*** EXCERPTED DATA ***
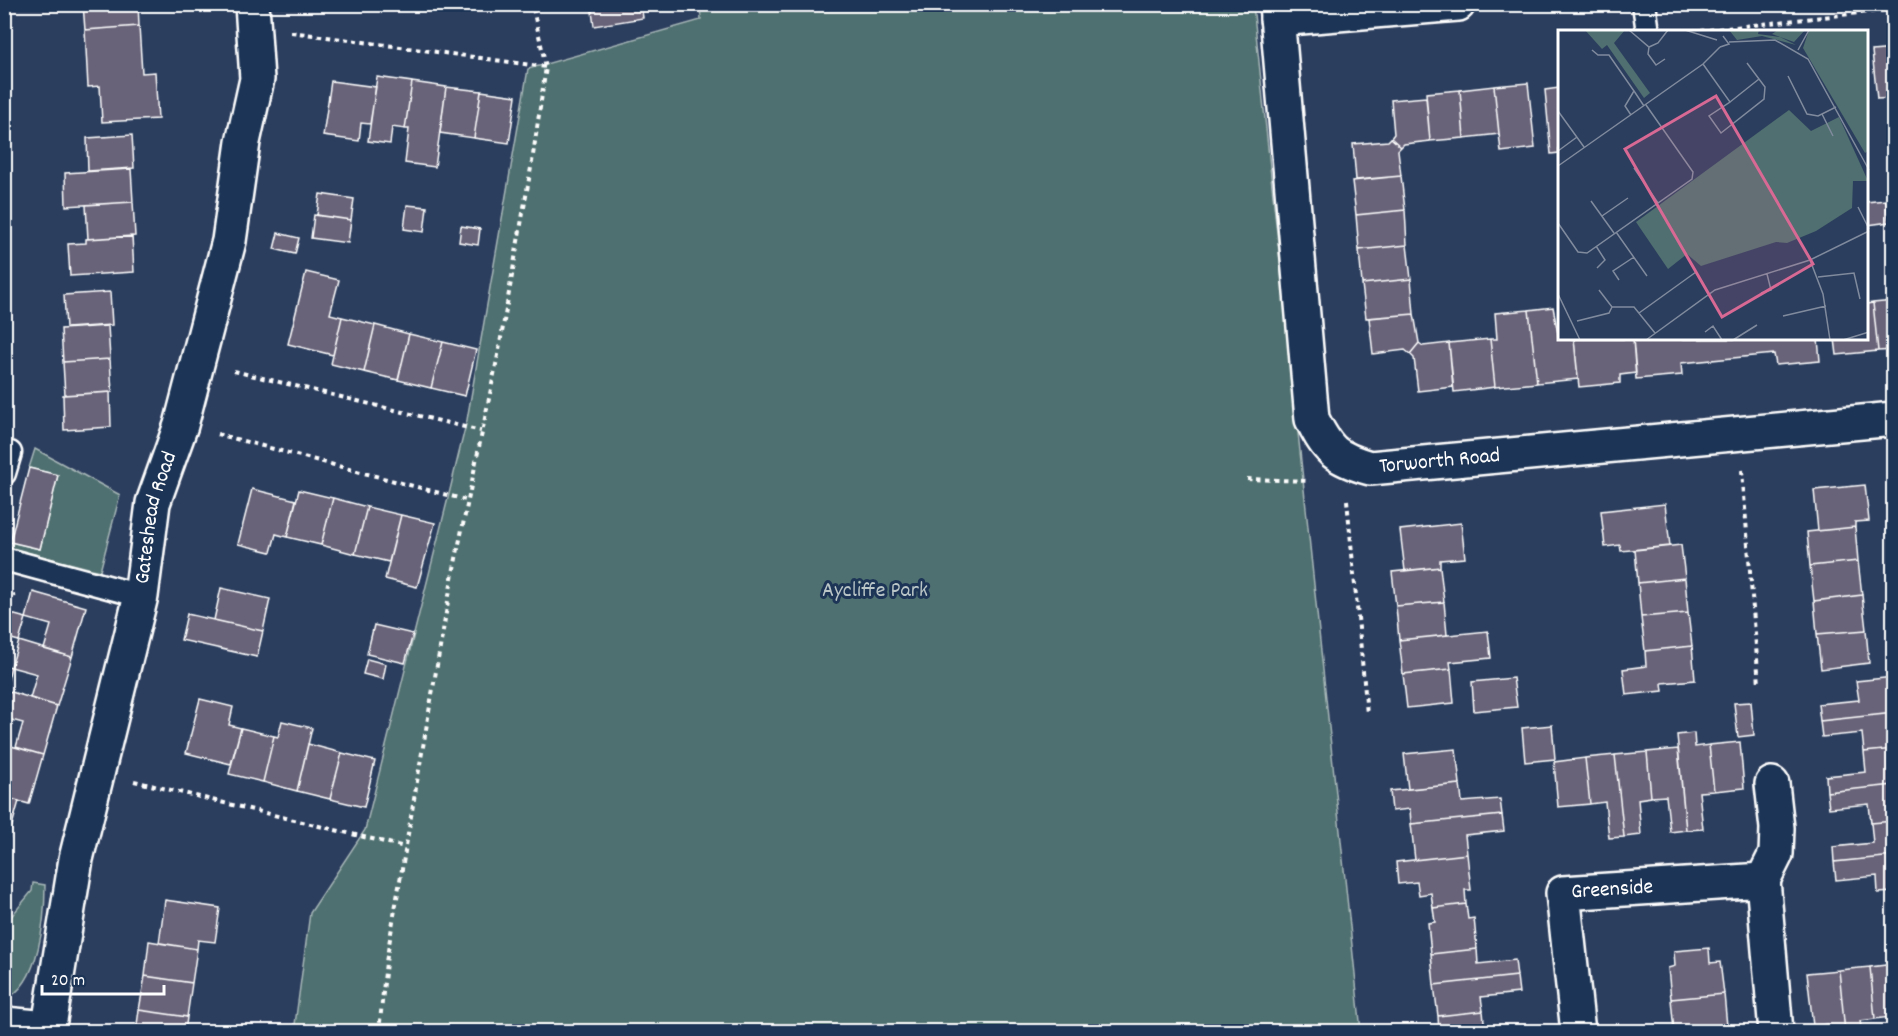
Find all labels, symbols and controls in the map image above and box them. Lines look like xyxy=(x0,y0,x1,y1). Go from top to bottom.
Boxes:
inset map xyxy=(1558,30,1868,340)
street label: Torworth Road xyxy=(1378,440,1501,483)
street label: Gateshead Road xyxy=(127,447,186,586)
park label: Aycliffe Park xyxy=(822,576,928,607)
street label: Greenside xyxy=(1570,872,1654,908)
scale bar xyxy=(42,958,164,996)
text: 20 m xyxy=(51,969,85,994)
*** End of EXCERPTED DATA ***
*** EXCERPTED DATA ***
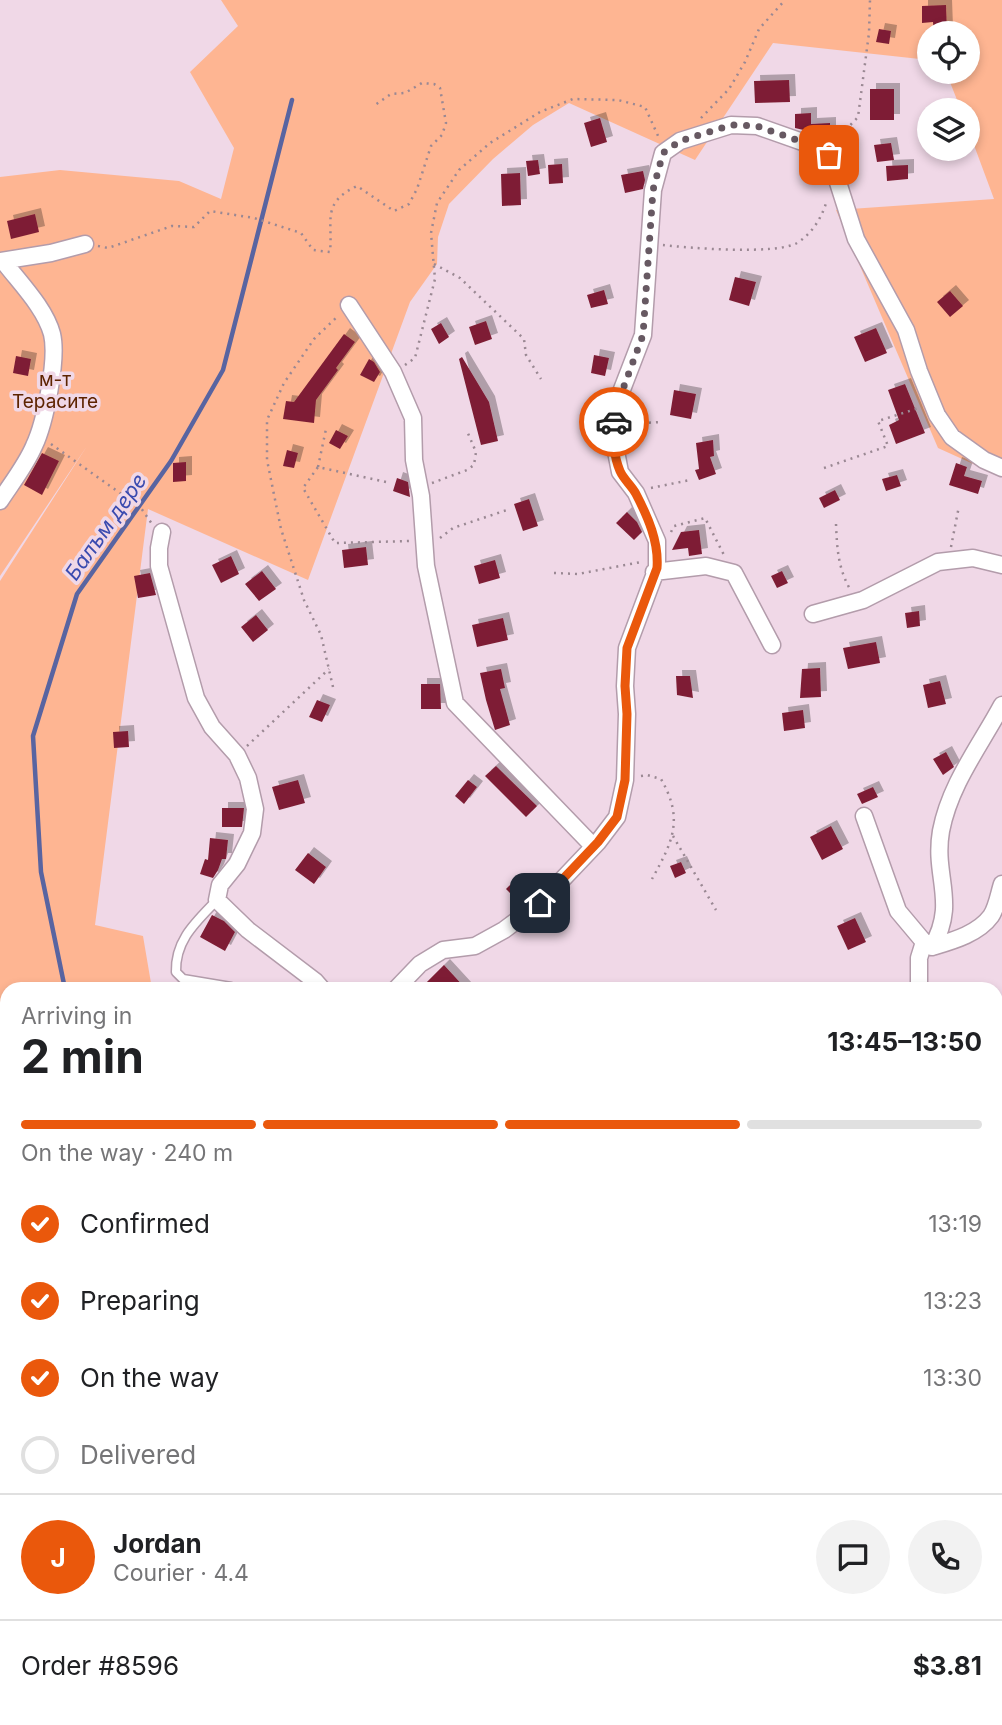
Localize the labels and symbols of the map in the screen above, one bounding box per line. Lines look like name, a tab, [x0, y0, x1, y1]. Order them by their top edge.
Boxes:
*** End of EXCERPTED DATA ***
Only lines with the word "symbols" belong in the answer; copy each of them from the material above.

Find all labels, symbols and controls in the map image above and box them. Lines look like xyxy=(x0,y0,x1,y1). Go from top to bottom.
Localize the labels and symbols of the map in the screen above, one bounding box per line. Lines look like name, a tab, [x0, y0, x1, y1]. Order them by their top edge.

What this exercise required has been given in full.